5. **Beta-blockers (e.g., Metoprolol, Carvedilol)**: Originally for hypertension and coronary artery disease, now also used to control ventricular rate in AF.
6. **Calcium channel blockers (e.g., Diltiazem, Verapamil)**: Initially for hypertension and angina, these can help control heart rate in AF.

Repurposing these drugs can provide effective management for atrial fibrillation, often using known safety profiles and mechanisms of action.
Metabolites
Atrial fibrillation (AF) can influence and be influenced by various metabolic processes.

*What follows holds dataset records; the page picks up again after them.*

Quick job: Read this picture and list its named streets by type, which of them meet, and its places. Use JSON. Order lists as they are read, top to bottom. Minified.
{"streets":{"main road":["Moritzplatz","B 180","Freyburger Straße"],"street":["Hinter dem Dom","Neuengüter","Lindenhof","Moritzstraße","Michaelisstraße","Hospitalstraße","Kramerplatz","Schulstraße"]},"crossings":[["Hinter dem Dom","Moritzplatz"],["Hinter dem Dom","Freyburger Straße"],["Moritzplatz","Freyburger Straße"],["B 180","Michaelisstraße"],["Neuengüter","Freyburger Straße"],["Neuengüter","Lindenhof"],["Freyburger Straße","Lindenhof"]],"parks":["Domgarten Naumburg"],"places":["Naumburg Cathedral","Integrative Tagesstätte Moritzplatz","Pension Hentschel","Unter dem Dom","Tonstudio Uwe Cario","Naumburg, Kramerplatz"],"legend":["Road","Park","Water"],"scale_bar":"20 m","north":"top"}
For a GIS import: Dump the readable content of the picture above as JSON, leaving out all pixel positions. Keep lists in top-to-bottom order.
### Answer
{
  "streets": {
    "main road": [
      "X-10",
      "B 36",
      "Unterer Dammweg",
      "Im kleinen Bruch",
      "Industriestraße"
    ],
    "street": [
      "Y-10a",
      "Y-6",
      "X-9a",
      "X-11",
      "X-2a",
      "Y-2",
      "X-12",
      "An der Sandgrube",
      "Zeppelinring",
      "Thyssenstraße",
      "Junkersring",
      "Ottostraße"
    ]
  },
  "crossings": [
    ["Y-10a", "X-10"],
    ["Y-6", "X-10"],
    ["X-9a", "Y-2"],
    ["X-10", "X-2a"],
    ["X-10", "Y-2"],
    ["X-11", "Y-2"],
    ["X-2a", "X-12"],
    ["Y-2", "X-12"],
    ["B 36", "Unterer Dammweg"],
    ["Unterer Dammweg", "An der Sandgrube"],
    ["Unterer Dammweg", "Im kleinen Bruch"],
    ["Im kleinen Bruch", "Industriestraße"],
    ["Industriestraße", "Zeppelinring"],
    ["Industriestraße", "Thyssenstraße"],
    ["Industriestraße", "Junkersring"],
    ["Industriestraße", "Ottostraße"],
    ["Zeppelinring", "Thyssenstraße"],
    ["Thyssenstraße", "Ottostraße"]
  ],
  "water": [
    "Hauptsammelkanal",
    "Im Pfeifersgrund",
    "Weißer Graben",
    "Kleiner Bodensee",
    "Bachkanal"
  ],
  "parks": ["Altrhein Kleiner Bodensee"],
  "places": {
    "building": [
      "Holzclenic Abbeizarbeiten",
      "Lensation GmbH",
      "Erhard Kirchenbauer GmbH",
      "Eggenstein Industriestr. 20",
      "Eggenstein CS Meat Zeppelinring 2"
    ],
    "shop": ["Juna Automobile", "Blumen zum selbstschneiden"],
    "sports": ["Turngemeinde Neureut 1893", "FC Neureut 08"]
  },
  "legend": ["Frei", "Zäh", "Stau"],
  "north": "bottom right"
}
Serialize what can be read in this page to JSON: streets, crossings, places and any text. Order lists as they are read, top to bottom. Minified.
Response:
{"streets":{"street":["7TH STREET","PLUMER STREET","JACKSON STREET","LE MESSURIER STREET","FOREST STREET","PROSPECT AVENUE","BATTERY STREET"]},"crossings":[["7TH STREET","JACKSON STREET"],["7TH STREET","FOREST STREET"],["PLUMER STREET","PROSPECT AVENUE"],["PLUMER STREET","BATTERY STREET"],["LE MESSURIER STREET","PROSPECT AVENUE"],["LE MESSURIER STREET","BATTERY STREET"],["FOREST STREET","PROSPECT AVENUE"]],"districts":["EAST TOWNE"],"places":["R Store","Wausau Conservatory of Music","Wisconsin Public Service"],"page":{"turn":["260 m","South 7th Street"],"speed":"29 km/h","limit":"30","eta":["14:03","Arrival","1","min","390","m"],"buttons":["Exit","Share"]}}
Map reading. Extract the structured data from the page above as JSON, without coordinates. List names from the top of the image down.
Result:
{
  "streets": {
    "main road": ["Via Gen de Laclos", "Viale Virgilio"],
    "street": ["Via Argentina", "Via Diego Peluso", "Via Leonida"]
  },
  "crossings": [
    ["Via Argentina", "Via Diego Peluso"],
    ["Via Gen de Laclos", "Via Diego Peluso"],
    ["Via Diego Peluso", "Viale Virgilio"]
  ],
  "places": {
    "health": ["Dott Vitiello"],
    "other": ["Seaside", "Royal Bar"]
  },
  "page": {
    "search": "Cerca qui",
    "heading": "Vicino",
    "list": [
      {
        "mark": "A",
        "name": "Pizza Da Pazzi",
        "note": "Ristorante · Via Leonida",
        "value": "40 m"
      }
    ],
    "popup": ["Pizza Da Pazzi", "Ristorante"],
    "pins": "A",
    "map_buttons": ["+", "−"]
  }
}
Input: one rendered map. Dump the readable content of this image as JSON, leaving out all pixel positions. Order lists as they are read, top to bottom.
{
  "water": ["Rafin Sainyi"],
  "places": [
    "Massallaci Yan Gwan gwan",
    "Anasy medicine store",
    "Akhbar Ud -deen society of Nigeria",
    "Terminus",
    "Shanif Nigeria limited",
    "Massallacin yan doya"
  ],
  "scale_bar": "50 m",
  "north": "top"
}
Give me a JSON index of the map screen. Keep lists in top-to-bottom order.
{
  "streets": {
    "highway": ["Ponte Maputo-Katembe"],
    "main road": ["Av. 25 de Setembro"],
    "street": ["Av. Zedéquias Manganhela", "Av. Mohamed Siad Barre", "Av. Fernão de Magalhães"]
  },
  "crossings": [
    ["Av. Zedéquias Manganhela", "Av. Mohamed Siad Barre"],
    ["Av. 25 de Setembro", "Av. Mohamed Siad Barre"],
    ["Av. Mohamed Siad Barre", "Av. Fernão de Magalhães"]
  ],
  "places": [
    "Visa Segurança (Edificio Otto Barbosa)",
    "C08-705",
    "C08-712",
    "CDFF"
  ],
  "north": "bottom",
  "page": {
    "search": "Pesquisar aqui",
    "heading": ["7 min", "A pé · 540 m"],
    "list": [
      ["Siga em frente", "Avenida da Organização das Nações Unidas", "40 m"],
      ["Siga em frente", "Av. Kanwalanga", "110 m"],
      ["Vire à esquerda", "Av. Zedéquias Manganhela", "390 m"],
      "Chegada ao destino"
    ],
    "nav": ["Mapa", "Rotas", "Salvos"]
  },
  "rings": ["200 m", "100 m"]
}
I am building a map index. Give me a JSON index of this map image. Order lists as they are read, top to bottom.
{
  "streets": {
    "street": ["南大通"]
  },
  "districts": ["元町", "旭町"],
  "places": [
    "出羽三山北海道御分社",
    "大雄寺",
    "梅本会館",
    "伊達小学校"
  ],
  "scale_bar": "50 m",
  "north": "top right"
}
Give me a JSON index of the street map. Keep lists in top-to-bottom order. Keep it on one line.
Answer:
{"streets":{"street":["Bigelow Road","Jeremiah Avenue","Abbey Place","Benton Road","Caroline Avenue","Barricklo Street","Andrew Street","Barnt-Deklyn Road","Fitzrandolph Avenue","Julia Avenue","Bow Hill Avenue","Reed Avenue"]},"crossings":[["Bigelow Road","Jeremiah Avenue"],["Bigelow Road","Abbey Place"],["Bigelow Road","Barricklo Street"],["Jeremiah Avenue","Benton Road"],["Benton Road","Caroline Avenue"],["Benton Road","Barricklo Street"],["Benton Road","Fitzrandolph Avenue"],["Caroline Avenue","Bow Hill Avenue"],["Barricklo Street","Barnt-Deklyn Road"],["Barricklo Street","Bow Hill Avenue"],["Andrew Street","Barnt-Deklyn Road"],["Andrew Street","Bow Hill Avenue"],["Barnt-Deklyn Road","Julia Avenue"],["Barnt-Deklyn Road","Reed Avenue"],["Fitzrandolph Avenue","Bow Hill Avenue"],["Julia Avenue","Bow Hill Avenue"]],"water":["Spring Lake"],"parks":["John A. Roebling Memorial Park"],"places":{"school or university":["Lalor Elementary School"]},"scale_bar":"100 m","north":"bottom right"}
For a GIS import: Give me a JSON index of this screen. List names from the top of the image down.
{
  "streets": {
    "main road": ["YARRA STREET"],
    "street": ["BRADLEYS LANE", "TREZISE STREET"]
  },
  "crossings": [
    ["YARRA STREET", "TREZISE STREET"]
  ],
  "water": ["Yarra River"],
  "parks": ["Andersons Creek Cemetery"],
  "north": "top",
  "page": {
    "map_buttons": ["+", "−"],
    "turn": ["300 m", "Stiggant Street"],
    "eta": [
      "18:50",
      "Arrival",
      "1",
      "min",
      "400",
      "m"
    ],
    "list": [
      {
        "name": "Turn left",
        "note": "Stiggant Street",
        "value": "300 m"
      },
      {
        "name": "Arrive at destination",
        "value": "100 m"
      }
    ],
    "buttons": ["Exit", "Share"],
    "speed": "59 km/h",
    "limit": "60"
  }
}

Some metabolites of interest in the context of atrial fibrillation include:

1. **Lactate**: Elevated levels can indicate poor oxygenation and metabolic stress.
2. **Glucose**: Dysregulation in glucose metabolism can be a risk factor for AF.
3. **Free Fatty Acids**: Elevated levels may be indicative of metabolic syndrome, which is associated with AF.
4. **Amino Acids**: Certain amino acids, like branched-chain amino acids, might be altered in AF patients.
5. **C-reactive protein (CRP)**: Although not a metabolite, CRP is an inflammatory marker often elevated in AF patients, indicating a role of inflammation in disease pathology.

Further research is ongoing to fully understand the complex metabolic interactions in atrial fibrillation.
Nutraceuticals
Nutraceuticals such as omega-3 fatty acids, Coenzyme Q10, and certain antioxidants have been studied for their potential roles in managing atrial fibrillation (AF), although their effectiveness and safety are still under research. Always consult a healthcare provider before starting any nutraceutical regimen for AF.
Peptides
Atrial fibrillation (AF) is an irregular and often rapid heart rate that can lead to blood clots, stroke, heart failure, and other heart-related complications. While peptides are not typically the first line of treatment for AF, certain peptide-based medications and natriuretic peptides (like BNP and NT-proBNP) are used as biomarkers to assess the severity and risk stratification in AF patients.

BNP (B-type natriuretic peptide) and NT-proBNP (N-terminal pro b-type natriuretic peptide) levels are often elevated in patients with AF and can be used to evaluate the extent of heart strain and guide treatment decisions. Elevated levels are associated with worse prognosis and can guide the need for more aggressive interventions.

Research into peptide-based therapies for AF is ongoing, exploring their potential in regulating heart rhythm and reducing cardiac stress. However, the main strategies currently involve rate or rhythm control with medications, catheter ablation, and anticoagulation to prevent stroke.